» Records to process:
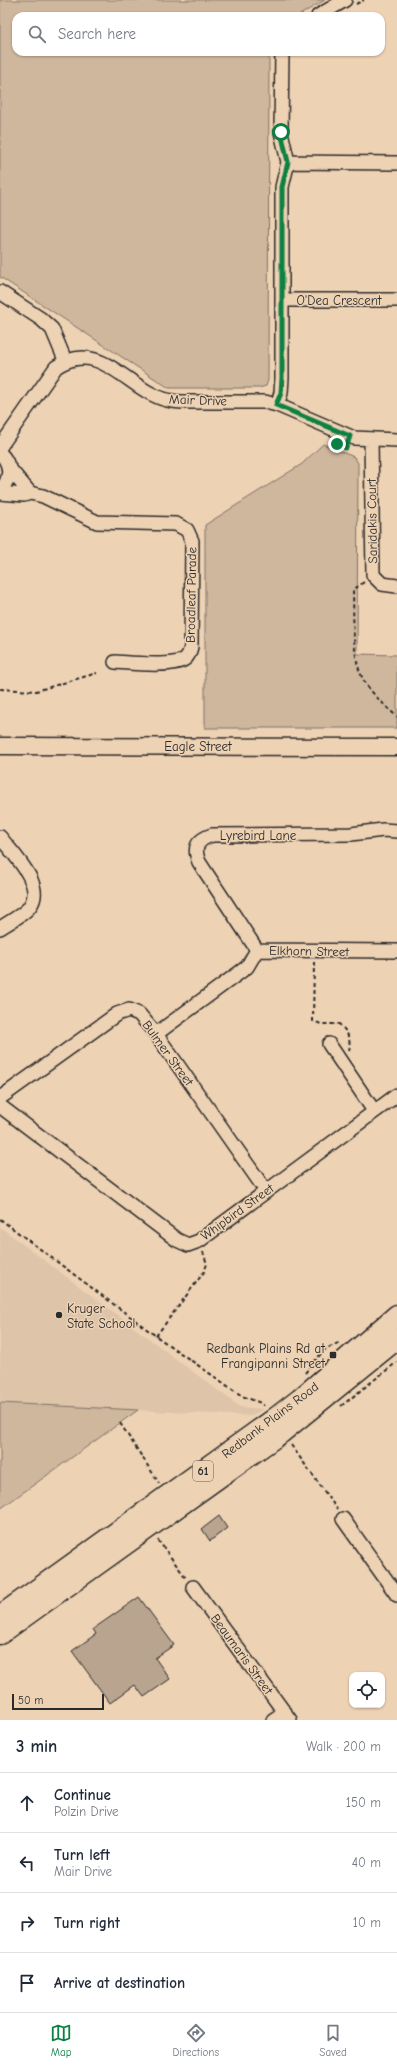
<!DOCTYPE html>
<html lang="en">
<head>
<meta charset="utf-8">
<style>
	:root { --surface:#fff; --page:#f2f2f3; --text:#1f2937; --muted:#747a83; --line:#e0e1e3; --accent:#0b8043 }
	body { margin:0; font-family:"Comic Neue",sans-serif; background:var(--page); color:var(--text) }
	.controls { position:absolute; right:12px; bottom:12px; display:grid; overflow:hidden; border-radius:8px; box-shadow:0 1px 3px #0004 }
	.controls button { width:36px; height:36px; display:grid; place-items:center; padding:0; border:0; border-bottom:1px solid var(--line); background:var(--surface); color:var(--text); font:20px sans-serif }
	.scale { position:absolute; left:12px; bottom:10px; width:92px; box-sizing:border-box; padding-left:4px; border:2px solid #2b2b2b; border-top:0; font-size:11px; line-height:14px; white-space:nowrap; color:#2b2b2b; -webkit-text-stroke:3px #eed2b4; paint-order:stroke }
	.stop { position:absolute; width:12px; height:12px; margin:-9px; border:3px solid #0b8043; border-radius:50%; background:#fff }
	.stop.end { background:#0b8043; border-color:#fff; box-shadow:0 1px 4px #0008 }
	.list { margin:0; padding:0; list-style:none }
	h2 { display:flex; justify-content:space-between; align-items:center; height:52px; margin:0; padding:0 16px; font-size:17px }
	h2 small { font-size:13px; font-weight:400; color:var(--muted) }
	.list li { display:grid; grid-template-columns:26px 1fr auto; gap:12px; align-items:center; box-sizing:border-box; height:60px; padding:0 16px; border-top:1px solid var(--line) }
	.list b { display:block; font-size:15px; white-space:nowrap }
	.list p { margin:0; font-size:13px; white-space:nowrap; color:var(--muted) }
	.list em { font-size:13px; font-style:normal; color:var(--muted) }
	.icon { flex:none; width:22px; height:22px; fill:none; stroke:currentColor; stroke-width:2; stroke-linecap:round; stroke-linejoin:round }
	.map { position:relative; flex:none; width:397px; height:1720px; overflow:hidden }
	.search { position:absolute; background:var(--surface); box-shadow:0 1px 3px #0004; left:12px; right:12px; top:12px; height:44px; display:flex; align-items:center; gap:10px; box-sizing:border-box; padding:0 14px; border-radius:12px; color:var(--muted); font-size:15px }
	.sheet { height:292px; background:var(--surface) }
	nav { display:flex; justify-content:space-around; align-items:center; box-sizing:border-box; height:56px; border-top:1px solid var(--line); background:var(--surface); font-size:11px; color:var(--muted) }
	nav a { display:grid; justify-items:center; gap:2px }
	nav .on { color:var(--accent) }
	.map>svg:first-child { display:block }
</style>
</head>
<body>
<div class="map">
<svg width="397" height="1720" viewBox="0 0 397 1720">
	<rect width="100%" height="100%" fill="#eed2b4"/>
	<filter id="ink" filterUnits="userSpaceOnUse"><feTurbulence type="fractalNoise" baseFrequency=".025" numOctaves="2"/><feDisplacementMap in="SourceGraphic" scale="8" xChannelSelector="R" yChannelSelector="G"/><feConvolveMatrix kernelMatrix="1 2 1 2 8 2 1 2 1" color-interpolation-filters="sRGB"/></filter>
	<g filter="url(#ink)">
		<path fill="#dec4a9" d="M0 1227 240 1407 263 1409 251 1416 0 1403Z"/>
		<path fill="#cfb79e" stroke="#7d7164" d="M0 0H325L298 16H16V52H269L268 380 266 386 259 388H169L0 277Z
			M323 444 354 457 358 463 357 654 397 655V728H205V525L302 464Z
			M0 1403 138 1410 0 1509Z"/>
		<path fill="#b8a48f" stroke="#2b2b2b" d="M219 1516 227 1528 210 1541 202 1529Z
			M139 1597 174 1645 155 1658 170 1679 144 1697 135 1685 110 1703 72 1651 96 1634 93 1629Z"/>
		<g fill="none" stroke-linecap="round" stroke-linejoin="round">
			<g stroke="#2b2b2b" stroke-width="16">
				<path id="minor" d="M318 16 345 0
					M288 162 397 163
					M0 292 41 319 52 329 65 360
					M282 300H397
					M277 405 281 393 282 378V187L288 162 281 132 282 52
					M371 439 373 575 382 584 397 586
					M0 447 56 367C100 337 127 390 167 400 178 403 190 402 200 402 222 402 243 402 265 402L277 405 354 438 397 440
					M0 453C12 465 11 479 0 491
					M9 468 30 493
					M0 493 24 495 30 493 43 496 97 522 176 524 187 530 192 541 191 647C190 651 189 655 186 658 175 668 131 663 115 662
					M0 837C12 853 46 885 30 906 26 913 8 923 0 928
					M257 950 199 862C193 847 197 840 212 835L351 834 383 830 397 831
					M156 1034 247 967 257 950 397 951
					M329 1044 374 1111
					M0 1098 117 1014 129 1010 139 1014 156 1034 266 1191
					M0 1106 177 1240 188 1245 199 1241 397 1095
					M343 1519 397 1595
					M193 1587 290 1720
					M273 1720 285 1712"/>
			</g>
			<g stroke="#2b2b2b" stroke-width="19">
				<path id="tertiary" d="M0 746 397 747"/>
			</g>
			<g stroke="#2b2b2b" stroke-width="23">
				<path id="primary" d="M0 1616 274 1419 300 1399 397 1315
					M0 1634 281 1433 397 1339"/>
			</g>
			<path stroke="#2b2b2b" stroke-width="2" stroke-dasharray="4 3" stroke-linecap="butt" d="M356 4 364 0
				M364 582 353 590C354 616 351 654 362 677 369 692 385 705 397 717
				M0 689 36 691 97 673
				M314 962 313 1021 321 1024H339C348 1032 351 1039 349 1052
				M0 1219 156 1336 242 1396 261 1403 264 1406
				M156 1336 204 1272 207 1264 203 1252
				M305 1373 324 1350 340 1342
				M341 1406 397 1362
				M120 1423 159 1483
				M291 1445 337 1509
				M158 1540 186 1578"/>
			<use href="#minor" stroke="#eed2b4" stroke-width="13"/>
			<use href="#tertiary" stroke="#eed2b4" stroke-width="16"/>
			<use href="#primary" stroke="#eed2b4" stroke-width="20"/>
		</g>
	</g>
	<g fill="none" stroke-linecap="round" stroke-linejoin="round" filter="url(#ink)">
		<path stroke="#0b8043" stroke-width="5" d="M281 132 288 162 282 187V378L281 393 276 405 350 436 346 448 337 444"/>
	</g>
	<g fill="#2b2b2b" stroke="#eed2b4" stroke-width="1.5">
		<circle cx="59" cy="1315" r="4"/>
		<rect x="329" y="1351" width="8" height="8" rx="2"/>
	</g>
	<g text-anchor="middle" dominant-baseline="central" stroke-width="3" stroke-linejoin="round" paint-order="stroke">
		<rect fill="#eed2b4" stroke="#665d54" stroke-width="1" x="193" y="1461" width="20" height="20" rx="3"/>
		<g font-size="12" font-weight="bold" fill="#2b2b2b">
			<text x="203" y="1471">61</text>
		</g>
		<g font-size="13" fill="#2b2b2b" stroke="#eed2b4">
			<text x="339" y="300">O'Dea Crescent</text>
			<text transform="translate(198 400) rotate(2)">Mair Drive</text>
			<text transform="translate(372 521) rotate(-91)">Saridakis Court</text>
			<text transform="translate(191 595) rotate(-89)">Broadleaf Parade</text>
			<text x="198" y="746">Eagle Street</text>
			<text x="258" y="835">Lyrebird Lane</text>
			<text transform="translate(309 951) rotate(1)">Elkhorn Street</text>
			<text transform="translate(168 1053) rotate(54)">Bulmer Street</text>
			<text transform="translate(237 1212) rotate(-36)">Whipbird Street</text>
			<text transform="translate(270 1420) rotate(-37)">Redbank Plains Road</text>
			<text transform="translate(242 1654) rotate(54)">Beaumaris Street</text>
		</g>
		<g font-size="13" fill="#2b2b2b" stroke="#eed2b4" text-anchor="start">
			<text x="67" y="1308">Kruger<tspan x="67" dy="15">State School</tspan></text>
			<text x="325" y="1348" text-anchor="end">Redbank Plains Rd at<tspan x="325" dy="15">Frangipanni Street</tspan></text>
		</g>
	</g>
</svg>
<div class="controls">
<button><svg class="icon" aria-label="locate" viewBox="0 0 24 24"><circle cx="12" cy="12" r="6"/><path d="M12 2v4M12 18v4M2 12h4M18 12h4"/></svg></button>
</div>
<div class="scale">50 m</div>
<div class="stop" style="left:281px;top:132px"></div>
<div class="stop end" style="left:337px;top:444px"></div>
<div class="search"><svg class="icon" aria-label="search" viewBox="0 0 24 24"><circle cx="10" cy="10" r="6"/><path d="M15 15l6 6"/></svg>Search here</div>
</div>
<section class="sheet">
<h2>3 min<small>Walk · 200 m</small></h2>
<ul class="list">
<li><svg class="icon" aria-label="ahead" viewBox="0 0 24 24"><path d="M12 20V5M6 11l6-6 6 6"/></svg><div><b>Continue</b><p>Polzin Drive</p></div><em>150 m</em></li>
<li><svg class="icon" aria-label="left" viewBox="0 0 24 24"><path d="M17 20v-9H6M10 6l-5 5 5 5"/></svg><div><b>Turn left</b><p>Mair Drive</p></div><em>40 m</em></li>
<li><svg class="icon" aria-label="right" viewBox="0 0 24 24"><path d="M7 20v-9h11M14 6l5 5-5 5"/></svg><div><b>Turn right</b></div><em>10 m</em></li>
<li><svg class="icon" aria-label="arrive" viewBox="0 0 24 24"><path d="M6 21V4h12l-3 4 3 4H6"/></svg><div><b>Arrive at destination</b></div></li>
</ul>
</section>
<nav>
<a class="on"><svg class="icon" aria-label="map" viewBox="0 0 24 24"><path d="M3 6l6-2 6 2 6-2v14l-6 2-6-2-6 2zM9 4v14M15 6v14"/></svg>Map</a>
<a><svg class="icon" aria-label="directions" viewBox="0 0 24 24"><path d="M12 3l9 9-9 9-9-9zM9 14v-3h6M13 9l2 2-2 2"/></svg>Directions</a>
<a><svg class="icon" aria-label="saved" viewBox="0 0 24 24"><path d="M7 4h10v16l-5-4-5 4z"/></svg>Saved</a>
</nav>
</body>
</html>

» What you need to do: Look above for the line with "M0 453C12 465 11 479 0 491" and the line with "M343 1519 397 1595". Write out those two lines and all the lines between them, exactly, and no others.

» Written response:
					M0 453C12 465 11 479 0 491
					M9 468 30 493
					M0 493 24 495 30 493 43 496 97 522 176 524 187 530 192 541 191 647C190 651 189 655 186 658 175 668 131 663 115 662
					M0 837C12 853 46 885 30 906 26 913 8 923 0 928
					M257 950 199 862C193 847 197 840 212 835L351 834 383 830 397 831
					M156 1034 247 967 257 950 397 951
					M329 1044 374 1111
					M0 1098 117 1014 129 1010 139 1014 156 1034 266 1191
					M0 1106 177 1240 188 1245 199 1241 397 1095
					M343 1519 397 1595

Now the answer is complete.